Wardance Records was another big part of your life.
Like I mentioned earlier, Wardance was started in 1990. Some friends that had played in bands on the New Breed comp started a new band called Citizens Arrest. Matt Domino from Infest had offered to put out a record by them on his Draw Blank label but for whatever reason, the project stalled. They offered it to me and I jumped on it. I also became heavily involved with the ABC No Rio scene and booked shows there in 1991. It was through this connection that I was able to release other records by amazing bands like Rorschach, 1.6 Band and Hell No. My last release in 1994 was by a Peruvian band called Futuro Incierto.
I restarted the label in 2010 and my last two latest releases have been a book called This Music by Our Gang bassist Lewis Dimmick and an LP of 1985 demos by a band made up of Agnostic Front/Nausea members called Sacrilege NY, which was a split release with Radio Raheem records. I'm working with them to reissue some other lost NY gems in the near future.
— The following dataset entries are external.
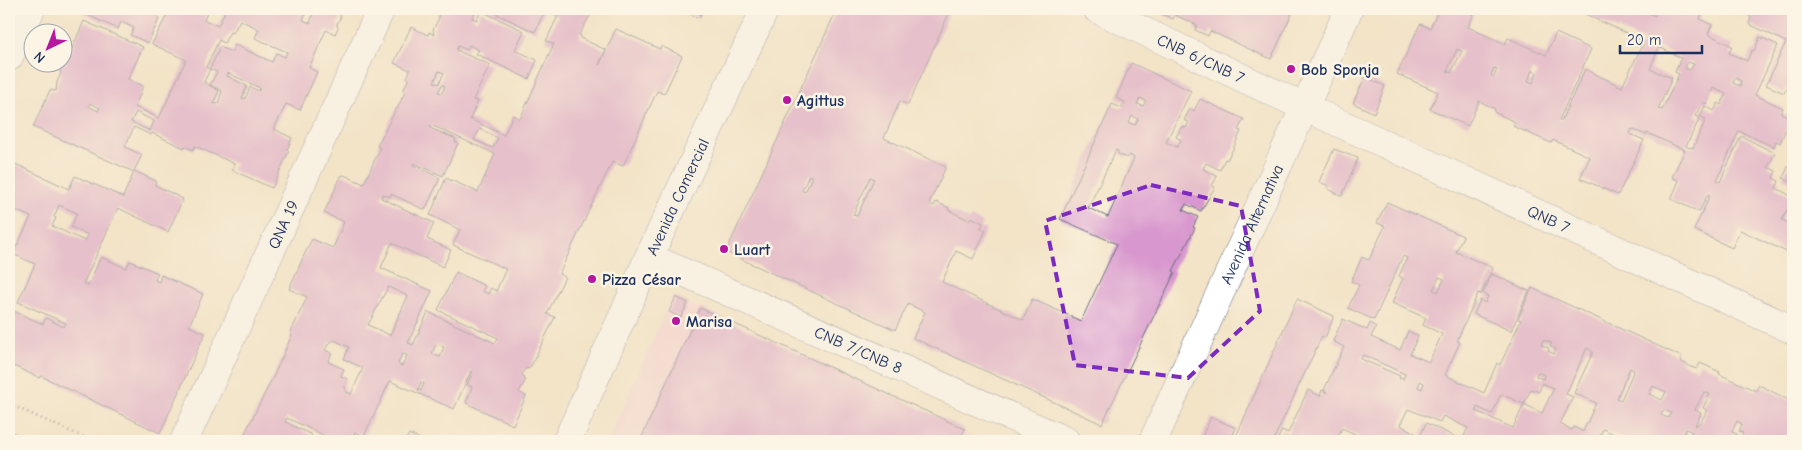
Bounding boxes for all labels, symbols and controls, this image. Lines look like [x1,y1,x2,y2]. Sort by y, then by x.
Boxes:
north arrow [22,22,72,72]
scale bar [1620,22,1702,54]
street label: CNB 6/CNB 7 [1154,31,1247,88]
text: 20 m [1627,31,1661,49]
text: N [30,48,49,66]
place label: Bob Sponja [1301,61,1379,79]
marker: Bob Sponja [1285,63,1297,75]
place label: Agittus [797,92,844,110]
marker: Agittus [781,94,793,106]
street label: Avenida Comercial [643,136,713,258]
street label: Avenida Alternativa [1217,162,1287,287]
street label: QNA 19 [265,198,303,252]
street label: QNB 7 [1524,202,1573,237]
place label: Luart [734,241,771,259]
marker: Luart [718,243,730,255]
place label: Pizza César [602,271,681,289]
marker: Pizza César [586,273,598,285]
place label: Marisa [686,313,732,331]
marker: Marisa [670,315,682,327]
street label: CNB 7/CNB 8 [811,323,905,378]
I was a big Hell No fan. Talk about underrated!
Funny you should bring up Hell No. I'm in the process of doing a discography of all their material in conjunction with Baldy Longhair Records out of NJ. Underrated is a word that gets thrown around a lot, especially in our current reissue everything mania for just about any marginal or obscure band from the past. If there's one band that fits the aforementioned tag, and then some, it's Hell No. Formed in late '91 by half of Citizens Arrest plus original Citizens Arrest singer Ted Leo. They strove to bridge the gap between the at-the-time in vogue "post-hardcore" sound and the original raw hardcore spirit updated for the '90s. That they succeeded and surpassed those goals is a testament to the incredible musical skills on display. They've been a well-kept secret for too long, I hope this upcoming reissue corrects that.
Can you tell us about your life in the world of Traditional Chinese Medicine?
I can trace my modern day career as an Acupuncturist and Traditional Chinese Medicine to learning martial arts as a teenager. In 1985, I studied Wing Chun Kung Fu with Sifu Julio Ferrer in Jackson Heights. He always had herbal liniments for use in training lying around, that sparked an early interest in Chinese Medicine. In my late 20s, I worked as a Massage Therapist and then I transitioned to Acupuncture. I've been working full time as a Licensed Acupuncturist for the past 10 years. This is pretty much all I ever wanted to do, went to school a long time for it. I can't think of anything else as fulfilling and rewarding as this. I hope to be in practice well into my twilight years.
Your insightful questions have touched on freestyle, Wardance, hip-hop, Chinese Medicine, growing up in Queens, etc... All things I discuss regularly on my blog, so if you wish to read more of my ramblings, check it out here.
Thank you so much for the interview. Please keep a lookout for that Hell No discography and other releases.